Hard water is water that has high mineral content (mainly calcium and magnesium ions) (in contrast with soft water). Hard water minerals primarily consist of calcium (Ca2+), and magnesium (Mg2+) metal cations, and sometimes other dissolved compounds such as bicarbonates and sulfates. Calcium usually enters the water as either calcium carbonate (CaCO3), in the form of limestone and chalk, or calcium sulfate (CaSO4), in the form of other mineral deposits. The predominant source of magnesium is dolomite (CaMg(CO3)2). Hard water is generally not harmful to one's health.
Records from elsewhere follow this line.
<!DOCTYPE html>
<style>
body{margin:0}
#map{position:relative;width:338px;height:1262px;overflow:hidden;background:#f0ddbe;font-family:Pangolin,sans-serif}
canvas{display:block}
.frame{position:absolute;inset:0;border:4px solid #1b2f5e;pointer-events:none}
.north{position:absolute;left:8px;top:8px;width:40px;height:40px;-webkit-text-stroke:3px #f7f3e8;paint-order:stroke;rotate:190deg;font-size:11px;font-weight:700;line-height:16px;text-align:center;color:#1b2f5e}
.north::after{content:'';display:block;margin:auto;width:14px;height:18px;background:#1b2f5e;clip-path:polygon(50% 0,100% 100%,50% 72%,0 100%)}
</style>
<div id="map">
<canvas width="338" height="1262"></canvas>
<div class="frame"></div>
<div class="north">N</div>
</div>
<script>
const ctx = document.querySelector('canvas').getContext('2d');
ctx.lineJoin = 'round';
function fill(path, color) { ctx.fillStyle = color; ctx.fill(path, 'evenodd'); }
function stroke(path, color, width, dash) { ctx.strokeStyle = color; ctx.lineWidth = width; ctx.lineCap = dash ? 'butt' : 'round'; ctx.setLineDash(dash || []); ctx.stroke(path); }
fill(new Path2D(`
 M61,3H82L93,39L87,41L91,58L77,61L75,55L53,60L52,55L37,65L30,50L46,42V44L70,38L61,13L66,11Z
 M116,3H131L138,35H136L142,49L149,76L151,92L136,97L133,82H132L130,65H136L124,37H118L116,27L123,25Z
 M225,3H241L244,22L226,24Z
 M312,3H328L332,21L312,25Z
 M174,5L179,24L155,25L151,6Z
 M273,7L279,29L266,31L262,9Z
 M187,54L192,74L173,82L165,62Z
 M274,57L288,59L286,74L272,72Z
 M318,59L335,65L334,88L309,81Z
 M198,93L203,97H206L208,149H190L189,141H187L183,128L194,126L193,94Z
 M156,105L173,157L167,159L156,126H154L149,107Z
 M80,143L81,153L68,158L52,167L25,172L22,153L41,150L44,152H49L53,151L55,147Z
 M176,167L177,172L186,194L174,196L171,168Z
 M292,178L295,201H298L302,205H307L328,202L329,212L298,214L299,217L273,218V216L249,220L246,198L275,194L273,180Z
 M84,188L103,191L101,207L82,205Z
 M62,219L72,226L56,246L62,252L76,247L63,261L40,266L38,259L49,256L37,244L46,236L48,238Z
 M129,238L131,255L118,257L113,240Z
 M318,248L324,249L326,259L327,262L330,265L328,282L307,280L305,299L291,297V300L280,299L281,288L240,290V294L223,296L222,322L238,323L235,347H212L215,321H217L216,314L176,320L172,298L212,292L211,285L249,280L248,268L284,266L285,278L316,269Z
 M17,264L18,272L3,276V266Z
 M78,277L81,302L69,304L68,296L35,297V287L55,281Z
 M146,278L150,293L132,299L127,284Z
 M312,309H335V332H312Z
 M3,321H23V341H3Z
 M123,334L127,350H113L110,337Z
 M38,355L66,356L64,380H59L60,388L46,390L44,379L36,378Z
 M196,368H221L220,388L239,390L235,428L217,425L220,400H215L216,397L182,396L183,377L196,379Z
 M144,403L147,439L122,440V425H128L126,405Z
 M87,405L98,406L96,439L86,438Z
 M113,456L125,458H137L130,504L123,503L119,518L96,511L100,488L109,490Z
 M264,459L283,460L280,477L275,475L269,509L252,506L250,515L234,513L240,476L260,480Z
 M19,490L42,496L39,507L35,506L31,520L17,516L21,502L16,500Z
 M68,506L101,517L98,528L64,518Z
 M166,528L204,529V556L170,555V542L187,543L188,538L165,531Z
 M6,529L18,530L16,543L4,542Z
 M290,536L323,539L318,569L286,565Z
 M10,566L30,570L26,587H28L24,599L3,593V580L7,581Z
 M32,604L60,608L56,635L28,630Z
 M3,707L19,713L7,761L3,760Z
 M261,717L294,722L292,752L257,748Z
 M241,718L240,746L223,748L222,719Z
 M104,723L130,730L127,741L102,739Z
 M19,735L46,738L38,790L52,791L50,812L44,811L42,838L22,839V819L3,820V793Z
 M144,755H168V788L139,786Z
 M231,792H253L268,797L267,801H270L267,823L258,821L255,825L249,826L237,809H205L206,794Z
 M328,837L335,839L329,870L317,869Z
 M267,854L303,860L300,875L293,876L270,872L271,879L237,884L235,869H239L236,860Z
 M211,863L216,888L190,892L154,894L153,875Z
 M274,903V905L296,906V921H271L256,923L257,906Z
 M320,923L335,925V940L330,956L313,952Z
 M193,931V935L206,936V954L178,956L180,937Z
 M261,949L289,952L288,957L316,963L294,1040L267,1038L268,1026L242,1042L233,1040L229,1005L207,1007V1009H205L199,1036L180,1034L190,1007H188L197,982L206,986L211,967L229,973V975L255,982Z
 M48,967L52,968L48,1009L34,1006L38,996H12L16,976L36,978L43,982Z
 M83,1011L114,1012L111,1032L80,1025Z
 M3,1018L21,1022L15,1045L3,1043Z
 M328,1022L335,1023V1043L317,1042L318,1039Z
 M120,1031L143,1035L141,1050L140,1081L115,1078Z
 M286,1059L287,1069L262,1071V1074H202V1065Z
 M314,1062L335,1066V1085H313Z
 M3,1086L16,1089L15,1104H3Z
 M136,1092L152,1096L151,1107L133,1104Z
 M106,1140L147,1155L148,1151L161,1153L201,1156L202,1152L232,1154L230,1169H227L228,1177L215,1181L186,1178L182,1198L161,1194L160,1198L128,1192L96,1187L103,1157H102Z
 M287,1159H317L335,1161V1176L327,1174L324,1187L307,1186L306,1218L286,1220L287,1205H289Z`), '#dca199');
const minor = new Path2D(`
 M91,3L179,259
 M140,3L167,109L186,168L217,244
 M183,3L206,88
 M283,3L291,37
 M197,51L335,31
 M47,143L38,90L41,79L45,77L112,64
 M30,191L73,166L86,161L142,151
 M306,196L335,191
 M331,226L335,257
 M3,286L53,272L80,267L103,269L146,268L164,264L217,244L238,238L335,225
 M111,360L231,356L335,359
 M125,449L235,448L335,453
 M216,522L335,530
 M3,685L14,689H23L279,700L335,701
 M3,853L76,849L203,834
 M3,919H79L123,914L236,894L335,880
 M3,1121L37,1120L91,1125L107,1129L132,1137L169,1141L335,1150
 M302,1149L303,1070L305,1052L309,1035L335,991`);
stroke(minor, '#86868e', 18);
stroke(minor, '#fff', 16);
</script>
The simplest way to determine the hardness of water is the lather/froth test: soap or toothpaste, when agitated, lathers easily in soft water but not in hard water. More exact measurements of hardness can be obtained through a wet titration. The total water 'hardness' (including both Ca2+ and Mg2+ ions) is read as parts per million (ppm) or weight/volume (mg/L) of calcium carbonate (CaCO3) in the water. Although water hardness usually only measures the total concentrations of calcium and magnesium (the two most prevalent, divalent metal ions), iron, aluminium, and manganese may also be present at elevated levels in some geographical locations. Iron in this case is important for, if present, it will be in its tervalent form, causing the calcification to be brownish (the color of rust) instead of white (the color of most of the other compounds).